Monday, December 29, 2014

[Re-share] Sulaiman al Qanuni Versi Sejarahwan Muslim dan Orientalis

Oleh: Fadh Ahmad Arifan*

A. Pendahuluan

Di penghujung akhir tahun 2014, muncul polemik mengenai penayangan serial film King Suleiman di A*TV. Di Negara Turki sendiri, film ini dilarang tayang oleh Erdogan. Sedangkan di Indonesia, film ini teta ditayangkan sejak 22 Desember 2014. Sekilas bila melihat cuplikan thriller nya, kesan yang muncul ialah gambaran Seorang Sulaiman al-Qanuni yang dikelilingi harem tidak berjilbab, berpakaian vulgar yang menonjolkan keseksian belaka. Wajar apabila seorang Ust. Yusuf Mansyur tidak mau tinggal diam. Melalui akun twitternya Ust Yusuf menulis “shalat sunnah hajat 2 rokaat, & doain supaya penayangan film sultan sulaiman di a*tv segera dicabut”.

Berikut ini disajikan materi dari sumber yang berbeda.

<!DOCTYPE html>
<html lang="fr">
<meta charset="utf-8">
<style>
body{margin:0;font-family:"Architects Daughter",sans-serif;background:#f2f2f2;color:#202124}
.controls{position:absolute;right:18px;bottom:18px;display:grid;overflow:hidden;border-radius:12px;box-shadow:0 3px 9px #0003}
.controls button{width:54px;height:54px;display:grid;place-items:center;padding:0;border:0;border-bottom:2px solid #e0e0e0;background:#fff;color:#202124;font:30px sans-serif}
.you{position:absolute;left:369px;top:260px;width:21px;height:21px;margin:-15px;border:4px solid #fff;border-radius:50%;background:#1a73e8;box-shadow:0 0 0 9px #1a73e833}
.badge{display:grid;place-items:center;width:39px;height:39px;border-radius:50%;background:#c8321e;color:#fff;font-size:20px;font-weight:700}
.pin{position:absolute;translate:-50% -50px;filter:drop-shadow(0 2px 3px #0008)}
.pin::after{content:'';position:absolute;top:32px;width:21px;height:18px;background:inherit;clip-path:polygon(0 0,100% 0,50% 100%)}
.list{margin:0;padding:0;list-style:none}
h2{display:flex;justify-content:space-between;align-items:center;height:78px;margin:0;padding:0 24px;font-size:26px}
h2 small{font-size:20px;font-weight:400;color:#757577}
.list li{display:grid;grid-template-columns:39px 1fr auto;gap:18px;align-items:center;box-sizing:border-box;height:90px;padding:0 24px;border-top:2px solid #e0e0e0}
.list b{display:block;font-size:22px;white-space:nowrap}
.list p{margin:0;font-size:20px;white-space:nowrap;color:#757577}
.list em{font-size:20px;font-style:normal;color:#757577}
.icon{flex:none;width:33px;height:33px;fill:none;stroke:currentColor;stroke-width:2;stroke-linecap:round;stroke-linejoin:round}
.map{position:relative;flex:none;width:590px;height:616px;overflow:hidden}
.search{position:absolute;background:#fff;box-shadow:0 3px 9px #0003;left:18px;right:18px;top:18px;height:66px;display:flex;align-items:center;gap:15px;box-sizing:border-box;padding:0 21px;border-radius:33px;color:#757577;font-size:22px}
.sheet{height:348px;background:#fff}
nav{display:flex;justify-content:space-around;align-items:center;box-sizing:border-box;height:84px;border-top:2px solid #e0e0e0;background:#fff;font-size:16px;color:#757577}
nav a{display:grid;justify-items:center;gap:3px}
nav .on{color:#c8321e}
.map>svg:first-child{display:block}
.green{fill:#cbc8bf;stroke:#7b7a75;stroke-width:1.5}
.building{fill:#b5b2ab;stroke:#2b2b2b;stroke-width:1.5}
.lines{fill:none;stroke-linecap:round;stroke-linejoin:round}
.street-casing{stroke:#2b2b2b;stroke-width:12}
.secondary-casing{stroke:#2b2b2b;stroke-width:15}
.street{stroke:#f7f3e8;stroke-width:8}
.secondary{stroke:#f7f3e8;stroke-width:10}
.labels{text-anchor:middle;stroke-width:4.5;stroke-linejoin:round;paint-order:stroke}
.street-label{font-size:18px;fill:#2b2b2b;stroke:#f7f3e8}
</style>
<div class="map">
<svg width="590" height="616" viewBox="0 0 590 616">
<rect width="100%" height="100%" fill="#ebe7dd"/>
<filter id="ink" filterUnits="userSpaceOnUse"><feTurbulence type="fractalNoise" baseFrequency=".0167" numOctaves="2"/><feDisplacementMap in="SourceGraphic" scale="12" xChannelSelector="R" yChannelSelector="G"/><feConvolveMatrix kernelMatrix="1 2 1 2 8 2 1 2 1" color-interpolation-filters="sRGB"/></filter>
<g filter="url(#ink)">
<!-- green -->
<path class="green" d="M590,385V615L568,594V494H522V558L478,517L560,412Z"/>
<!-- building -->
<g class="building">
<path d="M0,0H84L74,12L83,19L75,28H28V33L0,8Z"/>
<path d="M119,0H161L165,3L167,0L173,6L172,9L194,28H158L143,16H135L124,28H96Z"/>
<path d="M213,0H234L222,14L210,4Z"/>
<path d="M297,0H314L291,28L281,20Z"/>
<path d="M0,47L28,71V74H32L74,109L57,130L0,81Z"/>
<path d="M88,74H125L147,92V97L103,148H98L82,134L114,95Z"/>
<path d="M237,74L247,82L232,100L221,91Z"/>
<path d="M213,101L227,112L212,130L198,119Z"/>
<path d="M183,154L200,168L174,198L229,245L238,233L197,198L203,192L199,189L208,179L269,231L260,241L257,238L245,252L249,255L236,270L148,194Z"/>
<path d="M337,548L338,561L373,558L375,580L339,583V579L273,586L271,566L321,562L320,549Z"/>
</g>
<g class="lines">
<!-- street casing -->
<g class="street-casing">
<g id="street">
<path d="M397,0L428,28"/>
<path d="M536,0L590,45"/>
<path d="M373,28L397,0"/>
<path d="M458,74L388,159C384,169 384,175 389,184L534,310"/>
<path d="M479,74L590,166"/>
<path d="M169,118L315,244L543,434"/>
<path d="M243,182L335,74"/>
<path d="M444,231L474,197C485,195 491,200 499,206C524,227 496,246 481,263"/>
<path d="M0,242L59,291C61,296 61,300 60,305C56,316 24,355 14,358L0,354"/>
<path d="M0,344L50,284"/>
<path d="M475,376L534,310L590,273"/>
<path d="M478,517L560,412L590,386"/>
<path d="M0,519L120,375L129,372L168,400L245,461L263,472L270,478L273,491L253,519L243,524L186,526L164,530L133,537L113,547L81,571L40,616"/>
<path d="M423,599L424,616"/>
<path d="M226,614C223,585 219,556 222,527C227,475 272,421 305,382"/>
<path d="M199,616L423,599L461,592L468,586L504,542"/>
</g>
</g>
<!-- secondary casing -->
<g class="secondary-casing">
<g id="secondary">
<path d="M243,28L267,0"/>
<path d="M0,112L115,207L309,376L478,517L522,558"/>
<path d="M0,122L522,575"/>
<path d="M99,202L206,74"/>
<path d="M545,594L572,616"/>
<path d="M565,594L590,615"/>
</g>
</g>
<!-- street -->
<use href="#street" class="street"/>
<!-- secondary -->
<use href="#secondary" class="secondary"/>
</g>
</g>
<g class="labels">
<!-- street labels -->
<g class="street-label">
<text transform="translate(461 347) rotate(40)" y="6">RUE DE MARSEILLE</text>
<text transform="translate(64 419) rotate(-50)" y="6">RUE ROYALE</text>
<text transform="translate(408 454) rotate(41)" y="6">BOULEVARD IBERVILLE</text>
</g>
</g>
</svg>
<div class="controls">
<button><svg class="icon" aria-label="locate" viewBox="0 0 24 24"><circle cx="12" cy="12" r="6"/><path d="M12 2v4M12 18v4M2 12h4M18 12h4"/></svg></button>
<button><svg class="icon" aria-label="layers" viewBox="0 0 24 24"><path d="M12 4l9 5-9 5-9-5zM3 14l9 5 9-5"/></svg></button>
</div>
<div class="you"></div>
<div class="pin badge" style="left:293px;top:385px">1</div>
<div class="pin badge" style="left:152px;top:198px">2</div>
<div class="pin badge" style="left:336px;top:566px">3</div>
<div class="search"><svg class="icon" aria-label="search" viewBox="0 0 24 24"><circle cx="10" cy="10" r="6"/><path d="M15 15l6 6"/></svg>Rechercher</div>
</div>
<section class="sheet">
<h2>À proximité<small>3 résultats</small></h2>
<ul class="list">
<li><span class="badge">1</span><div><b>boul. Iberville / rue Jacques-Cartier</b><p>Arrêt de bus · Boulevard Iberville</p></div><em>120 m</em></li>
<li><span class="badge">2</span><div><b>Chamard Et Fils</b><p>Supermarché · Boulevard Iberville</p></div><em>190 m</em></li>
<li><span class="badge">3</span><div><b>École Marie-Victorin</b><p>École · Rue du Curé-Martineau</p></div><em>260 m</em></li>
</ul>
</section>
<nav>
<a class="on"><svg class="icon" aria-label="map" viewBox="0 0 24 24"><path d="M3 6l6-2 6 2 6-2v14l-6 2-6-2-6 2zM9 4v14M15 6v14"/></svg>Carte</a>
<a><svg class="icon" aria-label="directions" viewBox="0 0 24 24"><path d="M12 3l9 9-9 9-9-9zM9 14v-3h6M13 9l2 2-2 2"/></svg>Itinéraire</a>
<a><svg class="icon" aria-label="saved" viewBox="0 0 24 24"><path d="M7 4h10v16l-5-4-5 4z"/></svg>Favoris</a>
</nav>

Sejumlah petisi juga dibuat pengguna sosial media dan internet (netizen) mendesak penayangan film ini dihentikan. Tak tanggung-tanggung, di laman petisi online, Change.org, sedikitnya 4 petisi dibuat. Tuntutan petisi diantaranya meminta A*TV menghentikan tayangan serial televisi King Suleiman hingga meminta pemerintah untuk menghukum stasiun televisi yang menayangkannya.

Tulisan saya kali ini juga merupakan bentuk “protes” sekaligus pelurusan sejarah. Agar yang membaca menjadi paham siapa sejatinya sosok Sulaiman al-Qanuni. Jangan sampai keluarga dekat saya, termasuk orang tua, sahabat dan teman-teman yang sekiranya masih awam di bidang sejarah; menelan mentah-mentah kisah dalam film tidak bermutu tersebut. Singkatnya, saya tidak ingin mereka punya kesimpulan bahwa seorang pemimpin besar Imperium Turki Usmani suka gonta-ganti perempuan seperti putra Sang fajar yang digelari "Waliyul amri dhoruri bis-syaukah".

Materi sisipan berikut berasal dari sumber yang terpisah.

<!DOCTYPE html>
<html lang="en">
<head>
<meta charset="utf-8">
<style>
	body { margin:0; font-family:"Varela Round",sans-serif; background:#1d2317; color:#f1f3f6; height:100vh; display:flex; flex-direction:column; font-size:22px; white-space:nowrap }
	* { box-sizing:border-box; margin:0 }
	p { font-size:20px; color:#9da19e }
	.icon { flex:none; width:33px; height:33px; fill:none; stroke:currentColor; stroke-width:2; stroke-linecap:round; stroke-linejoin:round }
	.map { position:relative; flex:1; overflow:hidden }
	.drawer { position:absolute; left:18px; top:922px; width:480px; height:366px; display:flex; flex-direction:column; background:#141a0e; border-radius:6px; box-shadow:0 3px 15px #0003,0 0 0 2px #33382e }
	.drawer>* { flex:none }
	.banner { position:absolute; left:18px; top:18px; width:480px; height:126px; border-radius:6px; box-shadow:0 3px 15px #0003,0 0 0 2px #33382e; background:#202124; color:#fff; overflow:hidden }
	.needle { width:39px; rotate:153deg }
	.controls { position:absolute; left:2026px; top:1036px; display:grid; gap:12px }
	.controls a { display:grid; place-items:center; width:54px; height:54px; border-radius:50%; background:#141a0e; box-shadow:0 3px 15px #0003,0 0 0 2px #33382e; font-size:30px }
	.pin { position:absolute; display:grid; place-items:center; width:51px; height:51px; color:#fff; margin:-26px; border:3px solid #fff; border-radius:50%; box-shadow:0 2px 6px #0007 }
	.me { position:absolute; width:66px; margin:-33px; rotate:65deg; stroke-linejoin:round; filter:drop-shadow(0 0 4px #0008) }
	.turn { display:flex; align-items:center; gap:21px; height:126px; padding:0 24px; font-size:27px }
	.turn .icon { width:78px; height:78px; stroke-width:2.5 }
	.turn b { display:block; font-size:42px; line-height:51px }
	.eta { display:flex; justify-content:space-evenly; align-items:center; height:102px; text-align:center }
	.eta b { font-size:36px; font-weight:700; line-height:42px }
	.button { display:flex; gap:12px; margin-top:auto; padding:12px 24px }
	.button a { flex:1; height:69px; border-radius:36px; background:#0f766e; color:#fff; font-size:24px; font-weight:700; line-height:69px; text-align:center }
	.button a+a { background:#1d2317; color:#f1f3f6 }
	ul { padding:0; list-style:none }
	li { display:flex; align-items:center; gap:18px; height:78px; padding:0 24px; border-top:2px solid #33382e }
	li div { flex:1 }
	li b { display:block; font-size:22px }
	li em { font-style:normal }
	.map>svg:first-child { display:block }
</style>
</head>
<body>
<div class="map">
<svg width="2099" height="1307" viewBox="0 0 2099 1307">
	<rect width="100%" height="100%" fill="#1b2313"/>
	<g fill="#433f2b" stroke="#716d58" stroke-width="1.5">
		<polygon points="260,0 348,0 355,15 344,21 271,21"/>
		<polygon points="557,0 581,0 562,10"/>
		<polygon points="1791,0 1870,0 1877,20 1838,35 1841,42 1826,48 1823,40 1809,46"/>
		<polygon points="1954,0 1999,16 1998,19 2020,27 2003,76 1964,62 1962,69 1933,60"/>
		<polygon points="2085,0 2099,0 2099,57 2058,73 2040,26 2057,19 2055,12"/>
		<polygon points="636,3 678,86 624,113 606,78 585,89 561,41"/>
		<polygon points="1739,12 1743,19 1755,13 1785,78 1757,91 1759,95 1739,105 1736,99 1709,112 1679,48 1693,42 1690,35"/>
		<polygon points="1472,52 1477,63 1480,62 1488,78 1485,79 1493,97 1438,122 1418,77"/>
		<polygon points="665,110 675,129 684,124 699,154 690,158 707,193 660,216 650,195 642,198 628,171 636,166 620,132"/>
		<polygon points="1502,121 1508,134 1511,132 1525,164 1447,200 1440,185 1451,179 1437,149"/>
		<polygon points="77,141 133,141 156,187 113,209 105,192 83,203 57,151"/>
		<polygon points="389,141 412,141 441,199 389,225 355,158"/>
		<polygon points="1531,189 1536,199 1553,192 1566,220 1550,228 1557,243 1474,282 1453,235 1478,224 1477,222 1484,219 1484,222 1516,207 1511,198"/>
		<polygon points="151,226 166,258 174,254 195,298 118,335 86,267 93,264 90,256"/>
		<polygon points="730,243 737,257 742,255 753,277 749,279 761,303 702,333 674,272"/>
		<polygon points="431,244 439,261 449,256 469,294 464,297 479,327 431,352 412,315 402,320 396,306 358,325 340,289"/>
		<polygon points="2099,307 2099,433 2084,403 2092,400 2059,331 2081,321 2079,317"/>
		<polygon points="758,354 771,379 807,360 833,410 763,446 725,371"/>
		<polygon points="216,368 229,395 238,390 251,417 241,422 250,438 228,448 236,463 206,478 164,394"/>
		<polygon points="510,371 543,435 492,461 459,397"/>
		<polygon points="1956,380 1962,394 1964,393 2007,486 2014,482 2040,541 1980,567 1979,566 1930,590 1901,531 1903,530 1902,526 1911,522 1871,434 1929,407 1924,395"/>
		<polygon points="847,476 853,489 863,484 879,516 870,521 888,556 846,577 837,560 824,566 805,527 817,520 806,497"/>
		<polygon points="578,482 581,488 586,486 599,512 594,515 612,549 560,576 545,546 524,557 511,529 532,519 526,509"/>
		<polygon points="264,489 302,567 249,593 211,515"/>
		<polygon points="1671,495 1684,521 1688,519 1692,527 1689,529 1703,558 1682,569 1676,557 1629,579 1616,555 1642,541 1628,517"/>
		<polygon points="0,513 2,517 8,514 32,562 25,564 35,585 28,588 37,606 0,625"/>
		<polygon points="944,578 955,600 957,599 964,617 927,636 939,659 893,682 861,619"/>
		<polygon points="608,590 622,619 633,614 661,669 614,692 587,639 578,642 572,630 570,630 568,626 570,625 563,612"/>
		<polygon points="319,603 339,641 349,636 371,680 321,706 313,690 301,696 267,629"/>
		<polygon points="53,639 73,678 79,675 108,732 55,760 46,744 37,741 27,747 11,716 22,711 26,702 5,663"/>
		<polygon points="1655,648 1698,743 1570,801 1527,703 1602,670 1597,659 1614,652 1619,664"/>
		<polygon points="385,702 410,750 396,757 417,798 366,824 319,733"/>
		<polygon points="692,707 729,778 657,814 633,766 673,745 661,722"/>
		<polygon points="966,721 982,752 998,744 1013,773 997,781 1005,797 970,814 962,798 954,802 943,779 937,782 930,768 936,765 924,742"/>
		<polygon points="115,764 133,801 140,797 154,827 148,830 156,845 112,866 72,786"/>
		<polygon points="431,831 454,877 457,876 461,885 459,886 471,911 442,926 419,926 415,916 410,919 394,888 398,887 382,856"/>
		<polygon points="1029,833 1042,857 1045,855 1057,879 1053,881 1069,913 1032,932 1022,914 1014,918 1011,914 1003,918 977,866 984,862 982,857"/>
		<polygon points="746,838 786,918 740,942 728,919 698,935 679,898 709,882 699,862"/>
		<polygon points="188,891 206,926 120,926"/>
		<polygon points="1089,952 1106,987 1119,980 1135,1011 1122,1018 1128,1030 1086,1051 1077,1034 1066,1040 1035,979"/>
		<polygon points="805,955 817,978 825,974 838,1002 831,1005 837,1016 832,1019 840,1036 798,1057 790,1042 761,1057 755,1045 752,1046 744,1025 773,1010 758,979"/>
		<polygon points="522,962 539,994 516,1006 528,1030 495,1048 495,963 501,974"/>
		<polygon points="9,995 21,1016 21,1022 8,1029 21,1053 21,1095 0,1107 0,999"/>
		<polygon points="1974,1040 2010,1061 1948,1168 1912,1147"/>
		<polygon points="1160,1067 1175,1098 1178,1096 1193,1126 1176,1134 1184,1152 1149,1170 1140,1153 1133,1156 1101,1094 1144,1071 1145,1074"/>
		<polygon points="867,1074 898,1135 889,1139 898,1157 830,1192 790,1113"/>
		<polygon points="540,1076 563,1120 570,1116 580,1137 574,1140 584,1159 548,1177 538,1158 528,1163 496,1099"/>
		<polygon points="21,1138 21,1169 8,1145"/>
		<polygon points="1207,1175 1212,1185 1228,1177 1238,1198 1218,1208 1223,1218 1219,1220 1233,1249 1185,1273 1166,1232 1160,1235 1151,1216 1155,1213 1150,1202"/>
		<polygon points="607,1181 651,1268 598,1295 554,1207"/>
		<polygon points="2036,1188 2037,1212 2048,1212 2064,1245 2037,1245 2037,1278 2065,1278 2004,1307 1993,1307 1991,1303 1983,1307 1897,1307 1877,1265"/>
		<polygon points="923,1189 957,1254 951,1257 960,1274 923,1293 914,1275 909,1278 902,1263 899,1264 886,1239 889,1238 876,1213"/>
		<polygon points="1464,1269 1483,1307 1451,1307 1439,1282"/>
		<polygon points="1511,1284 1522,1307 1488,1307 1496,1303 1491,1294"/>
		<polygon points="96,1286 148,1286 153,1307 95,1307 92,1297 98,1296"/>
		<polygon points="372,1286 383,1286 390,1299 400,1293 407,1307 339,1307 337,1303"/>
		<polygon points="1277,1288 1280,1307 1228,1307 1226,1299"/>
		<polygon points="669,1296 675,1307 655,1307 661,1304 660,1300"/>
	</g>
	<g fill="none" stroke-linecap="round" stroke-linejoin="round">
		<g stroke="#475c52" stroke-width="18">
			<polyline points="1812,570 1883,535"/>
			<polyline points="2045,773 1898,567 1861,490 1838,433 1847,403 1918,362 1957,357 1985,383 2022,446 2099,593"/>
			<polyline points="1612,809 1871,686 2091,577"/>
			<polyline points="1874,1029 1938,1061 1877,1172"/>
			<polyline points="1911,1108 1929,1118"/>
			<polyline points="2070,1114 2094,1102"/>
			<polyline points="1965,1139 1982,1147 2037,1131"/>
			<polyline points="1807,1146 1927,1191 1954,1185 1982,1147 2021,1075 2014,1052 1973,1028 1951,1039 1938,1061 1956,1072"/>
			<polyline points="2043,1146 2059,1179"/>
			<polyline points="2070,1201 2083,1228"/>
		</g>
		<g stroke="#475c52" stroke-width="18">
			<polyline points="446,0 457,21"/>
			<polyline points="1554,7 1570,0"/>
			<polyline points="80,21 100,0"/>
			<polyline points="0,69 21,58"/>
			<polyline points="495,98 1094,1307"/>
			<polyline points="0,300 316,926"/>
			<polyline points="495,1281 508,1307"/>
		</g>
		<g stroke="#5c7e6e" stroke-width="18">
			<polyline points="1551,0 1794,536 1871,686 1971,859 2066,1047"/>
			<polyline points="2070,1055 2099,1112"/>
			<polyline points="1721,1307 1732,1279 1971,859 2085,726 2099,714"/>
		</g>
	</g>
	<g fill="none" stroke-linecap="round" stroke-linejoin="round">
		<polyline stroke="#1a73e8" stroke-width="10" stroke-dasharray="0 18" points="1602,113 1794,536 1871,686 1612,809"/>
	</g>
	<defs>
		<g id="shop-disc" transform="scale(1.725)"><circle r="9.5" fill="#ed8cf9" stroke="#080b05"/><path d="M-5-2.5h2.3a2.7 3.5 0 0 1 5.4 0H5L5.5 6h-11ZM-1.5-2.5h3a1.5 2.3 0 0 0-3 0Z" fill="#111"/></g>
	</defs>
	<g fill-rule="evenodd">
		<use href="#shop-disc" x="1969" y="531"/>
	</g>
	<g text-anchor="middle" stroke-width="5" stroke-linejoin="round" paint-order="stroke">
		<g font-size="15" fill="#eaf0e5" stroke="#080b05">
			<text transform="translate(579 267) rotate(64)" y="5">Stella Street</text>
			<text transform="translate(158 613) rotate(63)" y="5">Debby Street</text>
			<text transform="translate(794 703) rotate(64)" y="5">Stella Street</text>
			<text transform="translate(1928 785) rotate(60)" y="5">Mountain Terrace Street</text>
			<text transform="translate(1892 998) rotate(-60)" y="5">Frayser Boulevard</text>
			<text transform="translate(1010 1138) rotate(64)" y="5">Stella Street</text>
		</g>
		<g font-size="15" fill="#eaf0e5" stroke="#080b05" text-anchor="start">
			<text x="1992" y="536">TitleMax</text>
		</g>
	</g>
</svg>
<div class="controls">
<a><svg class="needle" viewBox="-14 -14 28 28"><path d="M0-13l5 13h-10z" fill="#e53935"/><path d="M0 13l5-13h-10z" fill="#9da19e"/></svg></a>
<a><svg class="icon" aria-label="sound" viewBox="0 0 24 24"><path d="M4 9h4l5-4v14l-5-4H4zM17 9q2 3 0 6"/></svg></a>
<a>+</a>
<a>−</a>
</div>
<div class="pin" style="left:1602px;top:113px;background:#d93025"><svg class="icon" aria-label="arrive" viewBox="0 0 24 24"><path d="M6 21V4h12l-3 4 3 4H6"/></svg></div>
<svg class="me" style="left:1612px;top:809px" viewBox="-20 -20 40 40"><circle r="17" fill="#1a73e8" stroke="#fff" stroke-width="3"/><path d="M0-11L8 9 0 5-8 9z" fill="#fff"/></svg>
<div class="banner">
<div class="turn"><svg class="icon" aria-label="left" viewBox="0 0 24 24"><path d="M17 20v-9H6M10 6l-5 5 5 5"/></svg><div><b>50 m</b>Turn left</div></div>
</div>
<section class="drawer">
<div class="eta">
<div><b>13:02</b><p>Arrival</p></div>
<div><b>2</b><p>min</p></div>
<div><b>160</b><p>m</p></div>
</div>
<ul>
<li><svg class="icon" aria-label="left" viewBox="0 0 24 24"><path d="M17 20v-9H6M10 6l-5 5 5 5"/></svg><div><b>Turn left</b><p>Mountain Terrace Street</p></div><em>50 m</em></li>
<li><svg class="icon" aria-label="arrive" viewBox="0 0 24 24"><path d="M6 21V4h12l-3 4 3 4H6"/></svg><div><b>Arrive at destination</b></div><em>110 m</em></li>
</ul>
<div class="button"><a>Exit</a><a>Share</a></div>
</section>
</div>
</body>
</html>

B. Perspektif Sejahrawan Muslim

Bila anda membaca buku Sejarah Peradaban Islam dan buku-buku terkait Ottoman studies yang ditulis para sejahrawan Muslim. Sulaiman al-Qanuni ditahbiskan bersama Salim I bin Beyzid (w. 1519M) sebagai khalifah terkuat. Salim I dikenang sebagai khalifah yang menundukkan Shafawiyah (Syiah) yang bersekutu dengan penjajah Portugis menghadapi kaum muslimin.

Sulaiman al-Qanuni dilahirkan di kota Trabzun. Saat itu ayahnya sedang menjadi Gubernur di wilayah tersebut. Beliau naik ke singgasana kekuasaan pada saat baru berusia 26 tahun. Sulaiman ini tipikalnya bukan orang yang terburu-buru dalam semua tindakan dan mengambil keputusan. Bila telah mengambil keputusan, maka beliau tidak akan pernah menarik keputusan yang sudah diambil.

Sulaiman al-Qanuni bukan hanya terkenal di daratan Turki usmani, akan tetapi pada awal abad ke 16 ia adalah Kepala Negara yang paling terkenal di dunia. Dosen UIN Yogyakarta, Dr. M. Abdul Karim menulis, “ia seorang penguasa yang Saleh. Mewajibkan rakyatnya Sholat 5 waktu dan berpuasa di Bulan Romadhon, jika ada  yang melanggar tidak hanya dikenai denda namun juga sangsi badan”. Sulaiman ini juga berhasil menerjemahkan al-Quran ke dalam bahasa Turki.

Satu lagi, pada saat Eropa terjadi pertentangan antara Katolik dan Protestan, non Muslim lari untuk minta suaka politik kepada Khalifah Sulaiman. Mereka diberi kebebasan dalam memilih agama dan diberi tempat di Turki Usmani. Jadi, disaat Katolik Roma dan Protestan mendzalimi pemeluknya, maka Sulaimanlah yang paling adil terhadap rakyatnya meskipun ada yang tidak beragama Islam.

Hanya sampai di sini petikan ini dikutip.